19 Gemäß dem Anhang des Schengen-Protokolls gehören zum Schengen-Besitzstand u. a. das Schengener Übereinkommen und das SDÜ sowie die Beschlüsse des aufgrund des SDÜ eingesetzten Exekutivausschusses.
20 Nach Artikel 2 Absatz 1 Unterabsatz 1 des Schengen-Protokolls ist der Schengen-Besitzstand ab dem Zeitpunkt des Inkrafttretens des Vertrages von Amsterdam für die in Artikel 1 dieses Protokolls aufgeführten dreizehn Mitgliedstaaten sofort anwendbar.
21 Der Rat erließ nach Artikel 2 Absatz 1 Unterabsatz 2 des Schengen-Protokolls am 20. Mai 1999 den Beschluss 1999/436/EG zur Festlegung der Rechtsgrundlagen für die einzelnen Bestimmungen und Beschlüsse, die den Schengen-Besitzstand bilden, nach Maßgabe der einschlägigen Bestimmungen des Vertrags zur Gründung der Europäischen Gemeinschaft und des Vertrags über die Europäische Union (ABl. L 176, S. 17). Artikel 62 Absatz 2 Buchstabe a EG wurde als Rechtsgrundlage des Artikels 5 SDÜ (mit Ausnahme von Absatz 1 Buchstabe e) und Artikel 62 Absatz 2 Buchstabe b EG als Rechtsgrundlage der Artikel 15 und 16 SDÜ bezeichnet. Keine Rechtsgrundlage wurde für die Artikel 92 bis 119 und 134 SDÜ sowie für die Erklärung vom 18. April 1996 genannt; diese Bestimmungen gelten nach Artikel 2 Absatz 1 Unterabsatz 4 des Schengen-Protokolls als Rechtsakte, die auf Titel VI des EU-Vertrags gestützt sind.
Vorverfahren
22 Die Kommission leitete nach zwei Beschwerden von Herrn Farid und Herrn Bouchair, die die algerische Staatsangehörigkeit besitzen und denen die spanischen Behörden die Einreise in den Schengen-Raum verweigert hatten, das Vorverfahren nach Artikel 226 Absatz 1 EG ein.
23 Herr Farid war zur Zeit der ihn betreffenden ablehnenden Entscheidung mit einer spanischen Staatsangehörigen verheiratet und wohnte mit seiner Familie in Dublin (Irland). Bei seiner Ankunft am 5. Februar 1999 auf dem Flughafen von Barcelona (Spanien) mit einem Flug aus Algerien wurde ihm die Einreise in den Schengen-Raum verweigert. Dies wurde damit begründet, dass er aufgrund einer Erklärung der Bundesrepublik Deutschland im SIS zur Einreiseverweigerung ausgeschrieben sei. Ein am 17. September 1999 beim spanischen Konsulat in Dublin beantragter Sichtvermerk wurde mit Schreiben vom 17. Dezember 1999 aus demselben Grund abgelehnt.

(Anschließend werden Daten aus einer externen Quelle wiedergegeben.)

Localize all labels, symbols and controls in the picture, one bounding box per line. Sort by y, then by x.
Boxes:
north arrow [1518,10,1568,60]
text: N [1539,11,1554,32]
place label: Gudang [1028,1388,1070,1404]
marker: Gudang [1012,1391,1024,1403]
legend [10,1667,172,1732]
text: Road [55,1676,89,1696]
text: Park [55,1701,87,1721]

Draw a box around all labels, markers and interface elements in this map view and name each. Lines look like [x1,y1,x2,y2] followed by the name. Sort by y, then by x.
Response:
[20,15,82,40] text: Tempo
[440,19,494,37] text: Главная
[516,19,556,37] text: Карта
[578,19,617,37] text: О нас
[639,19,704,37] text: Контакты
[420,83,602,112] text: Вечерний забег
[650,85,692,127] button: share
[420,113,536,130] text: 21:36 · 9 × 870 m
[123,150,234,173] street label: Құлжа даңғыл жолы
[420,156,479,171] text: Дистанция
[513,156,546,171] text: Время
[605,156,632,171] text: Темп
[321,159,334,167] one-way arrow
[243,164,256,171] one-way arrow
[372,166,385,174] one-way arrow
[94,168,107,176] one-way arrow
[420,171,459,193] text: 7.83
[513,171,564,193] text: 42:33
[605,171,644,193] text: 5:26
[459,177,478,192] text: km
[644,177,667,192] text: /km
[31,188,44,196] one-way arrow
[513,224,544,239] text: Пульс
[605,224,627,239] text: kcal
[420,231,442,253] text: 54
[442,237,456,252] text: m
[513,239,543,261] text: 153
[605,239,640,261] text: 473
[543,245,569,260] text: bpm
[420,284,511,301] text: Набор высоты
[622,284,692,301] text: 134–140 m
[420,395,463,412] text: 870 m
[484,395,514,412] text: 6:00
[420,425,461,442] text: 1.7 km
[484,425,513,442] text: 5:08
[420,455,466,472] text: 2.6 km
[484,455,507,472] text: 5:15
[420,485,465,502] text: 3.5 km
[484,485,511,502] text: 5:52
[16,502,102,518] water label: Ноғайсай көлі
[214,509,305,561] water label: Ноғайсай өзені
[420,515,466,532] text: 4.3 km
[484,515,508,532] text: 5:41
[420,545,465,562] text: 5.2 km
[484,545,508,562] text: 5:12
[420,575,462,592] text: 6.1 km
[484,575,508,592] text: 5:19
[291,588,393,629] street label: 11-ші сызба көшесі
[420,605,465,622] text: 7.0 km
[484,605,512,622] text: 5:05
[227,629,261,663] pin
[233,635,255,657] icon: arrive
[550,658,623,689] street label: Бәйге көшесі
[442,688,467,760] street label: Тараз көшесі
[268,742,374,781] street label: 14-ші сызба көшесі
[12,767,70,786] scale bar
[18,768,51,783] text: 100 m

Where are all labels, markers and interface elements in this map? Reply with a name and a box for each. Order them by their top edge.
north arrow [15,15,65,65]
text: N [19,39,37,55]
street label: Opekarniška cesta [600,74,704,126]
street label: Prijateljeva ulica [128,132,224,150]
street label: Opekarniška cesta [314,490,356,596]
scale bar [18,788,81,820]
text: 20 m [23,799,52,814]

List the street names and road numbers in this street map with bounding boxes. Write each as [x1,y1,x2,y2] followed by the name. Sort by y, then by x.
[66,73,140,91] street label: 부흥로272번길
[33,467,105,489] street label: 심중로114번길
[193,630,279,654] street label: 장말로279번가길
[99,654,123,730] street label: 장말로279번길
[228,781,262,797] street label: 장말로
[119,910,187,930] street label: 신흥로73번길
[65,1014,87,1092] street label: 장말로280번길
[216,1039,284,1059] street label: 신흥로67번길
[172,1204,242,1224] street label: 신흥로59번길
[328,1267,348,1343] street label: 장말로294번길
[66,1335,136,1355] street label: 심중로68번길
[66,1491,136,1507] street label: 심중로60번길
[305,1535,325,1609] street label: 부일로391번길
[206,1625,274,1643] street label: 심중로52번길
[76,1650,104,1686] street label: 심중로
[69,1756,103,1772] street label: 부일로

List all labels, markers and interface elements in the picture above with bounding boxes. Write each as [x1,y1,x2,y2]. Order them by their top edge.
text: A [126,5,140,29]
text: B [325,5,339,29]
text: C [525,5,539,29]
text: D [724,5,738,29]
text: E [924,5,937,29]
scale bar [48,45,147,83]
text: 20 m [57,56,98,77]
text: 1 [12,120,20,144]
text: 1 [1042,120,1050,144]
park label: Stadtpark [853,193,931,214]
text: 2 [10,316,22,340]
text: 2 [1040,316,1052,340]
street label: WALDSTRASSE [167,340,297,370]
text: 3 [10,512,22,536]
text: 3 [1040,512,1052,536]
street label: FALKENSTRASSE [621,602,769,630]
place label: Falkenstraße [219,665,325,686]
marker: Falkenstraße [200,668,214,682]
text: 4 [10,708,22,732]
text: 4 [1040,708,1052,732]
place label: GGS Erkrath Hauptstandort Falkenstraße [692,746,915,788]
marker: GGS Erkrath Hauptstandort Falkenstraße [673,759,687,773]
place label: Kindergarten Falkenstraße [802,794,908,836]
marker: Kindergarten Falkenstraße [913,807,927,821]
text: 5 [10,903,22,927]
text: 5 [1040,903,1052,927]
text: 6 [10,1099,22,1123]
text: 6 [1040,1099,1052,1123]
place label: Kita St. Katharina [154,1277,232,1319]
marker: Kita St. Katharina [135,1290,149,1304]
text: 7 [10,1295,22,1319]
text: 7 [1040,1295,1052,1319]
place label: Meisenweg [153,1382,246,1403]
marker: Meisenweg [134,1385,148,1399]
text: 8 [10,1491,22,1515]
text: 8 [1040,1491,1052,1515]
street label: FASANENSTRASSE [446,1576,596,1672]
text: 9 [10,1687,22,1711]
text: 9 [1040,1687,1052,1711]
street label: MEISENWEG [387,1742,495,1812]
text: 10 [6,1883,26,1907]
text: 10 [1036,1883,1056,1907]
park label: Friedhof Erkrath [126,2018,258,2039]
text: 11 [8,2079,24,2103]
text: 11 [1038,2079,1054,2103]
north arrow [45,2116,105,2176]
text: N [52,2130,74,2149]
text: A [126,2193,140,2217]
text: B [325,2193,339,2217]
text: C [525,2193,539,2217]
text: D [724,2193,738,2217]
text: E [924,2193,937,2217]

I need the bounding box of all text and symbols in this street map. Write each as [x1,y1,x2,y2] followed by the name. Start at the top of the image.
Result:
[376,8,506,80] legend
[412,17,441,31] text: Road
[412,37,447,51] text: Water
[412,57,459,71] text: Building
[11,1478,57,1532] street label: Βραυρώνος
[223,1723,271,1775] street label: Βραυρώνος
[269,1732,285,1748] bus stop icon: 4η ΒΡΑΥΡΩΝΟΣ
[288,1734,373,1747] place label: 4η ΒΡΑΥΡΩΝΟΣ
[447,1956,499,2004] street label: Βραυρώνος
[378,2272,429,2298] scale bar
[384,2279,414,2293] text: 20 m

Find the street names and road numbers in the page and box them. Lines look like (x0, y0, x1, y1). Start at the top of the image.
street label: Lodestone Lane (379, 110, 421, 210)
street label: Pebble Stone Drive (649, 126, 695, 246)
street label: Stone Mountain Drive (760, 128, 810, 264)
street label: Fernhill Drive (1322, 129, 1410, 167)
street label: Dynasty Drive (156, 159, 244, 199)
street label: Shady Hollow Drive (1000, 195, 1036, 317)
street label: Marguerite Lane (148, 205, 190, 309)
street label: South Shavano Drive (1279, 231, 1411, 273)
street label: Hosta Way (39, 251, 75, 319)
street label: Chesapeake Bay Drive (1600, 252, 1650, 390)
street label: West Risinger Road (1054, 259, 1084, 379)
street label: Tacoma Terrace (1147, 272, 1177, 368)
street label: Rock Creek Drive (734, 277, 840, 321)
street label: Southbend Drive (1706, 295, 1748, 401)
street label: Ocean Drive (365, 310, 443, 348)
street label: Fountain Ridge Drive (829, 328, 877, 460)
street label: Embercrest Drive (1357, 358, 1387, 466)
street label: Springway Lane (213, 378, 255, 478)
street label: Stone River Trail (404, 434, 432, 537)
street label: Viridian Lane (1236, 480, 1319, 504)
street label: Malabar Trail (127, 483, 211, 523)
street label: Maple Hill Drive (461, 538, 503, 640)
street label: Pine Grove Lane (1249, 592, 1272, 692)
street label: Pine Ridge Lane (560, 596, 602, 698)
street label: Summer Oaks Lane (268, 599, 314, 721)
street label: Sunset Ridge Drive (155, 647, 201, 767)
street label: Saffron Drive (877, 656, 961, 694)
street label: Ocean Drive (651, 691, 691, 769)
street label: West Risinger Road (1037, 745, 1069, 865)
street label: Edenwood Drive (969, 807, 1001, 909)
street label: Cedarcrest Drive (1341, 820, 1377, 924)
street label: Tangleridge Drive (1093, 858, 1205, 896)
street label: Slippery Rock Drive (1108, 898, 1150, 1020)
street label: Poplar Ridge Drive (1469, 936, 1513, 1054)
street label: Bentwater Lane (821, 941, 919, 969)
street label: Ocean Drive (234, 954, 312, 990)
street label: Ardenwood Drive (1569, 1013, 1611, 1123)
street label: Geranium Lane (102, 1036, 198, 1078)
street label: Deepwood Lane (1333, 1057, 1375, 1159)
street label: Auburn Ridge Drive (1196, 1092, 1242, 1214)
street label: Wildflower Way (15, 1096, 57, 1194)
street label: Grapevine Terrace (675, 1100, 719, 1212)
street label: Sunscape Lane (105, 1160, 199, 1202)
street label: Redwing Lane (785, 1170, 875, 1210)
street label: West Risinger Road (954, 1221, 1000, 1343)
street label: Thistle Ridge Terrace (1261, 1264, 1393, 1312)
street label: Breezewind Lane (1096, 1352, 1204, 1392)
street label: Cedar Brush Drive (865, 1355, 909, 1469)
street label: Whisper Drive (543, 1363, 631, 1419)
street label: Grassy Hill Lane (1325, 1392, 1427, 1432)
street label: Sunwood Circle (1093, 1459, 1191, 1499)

24 Herr Bouchair war zur Zeit der ihn betreffenden ablehnenden Entscheidung ebenfalls mit einer spanischen Staatsangehörigen verheiratet, mit der er in London (Vereinigtes Königreich) wohnte. Zur Vorbereitung einer Urlaubsreise mit seiner Ehefrau beantragte er beim spanischen Konsulat in London einen Sichtvermerk für die Einreise in den Schengen-Raum. Der beantragte Sichtvermerk wurde am 9. Mai 2000 mit der Begründung abgelehnt, dass Herr Bouchair nicht die Voraussetzungen des Artikels 5 Absatz 1 SDÜ erfülle. Ein zweiter Antrag wurde am 19. Juni 2001 abgelehnt. Während des Vorverfahrens stellte sich heraus, dass der Sichtvermerk nicht erteilt worden war, weil auch für diesen Antragsteller eine von der Bundesrepublik Deutschland vorgenommene Ausschreibung zur Einreiseverweigerung vorgelegen hatte.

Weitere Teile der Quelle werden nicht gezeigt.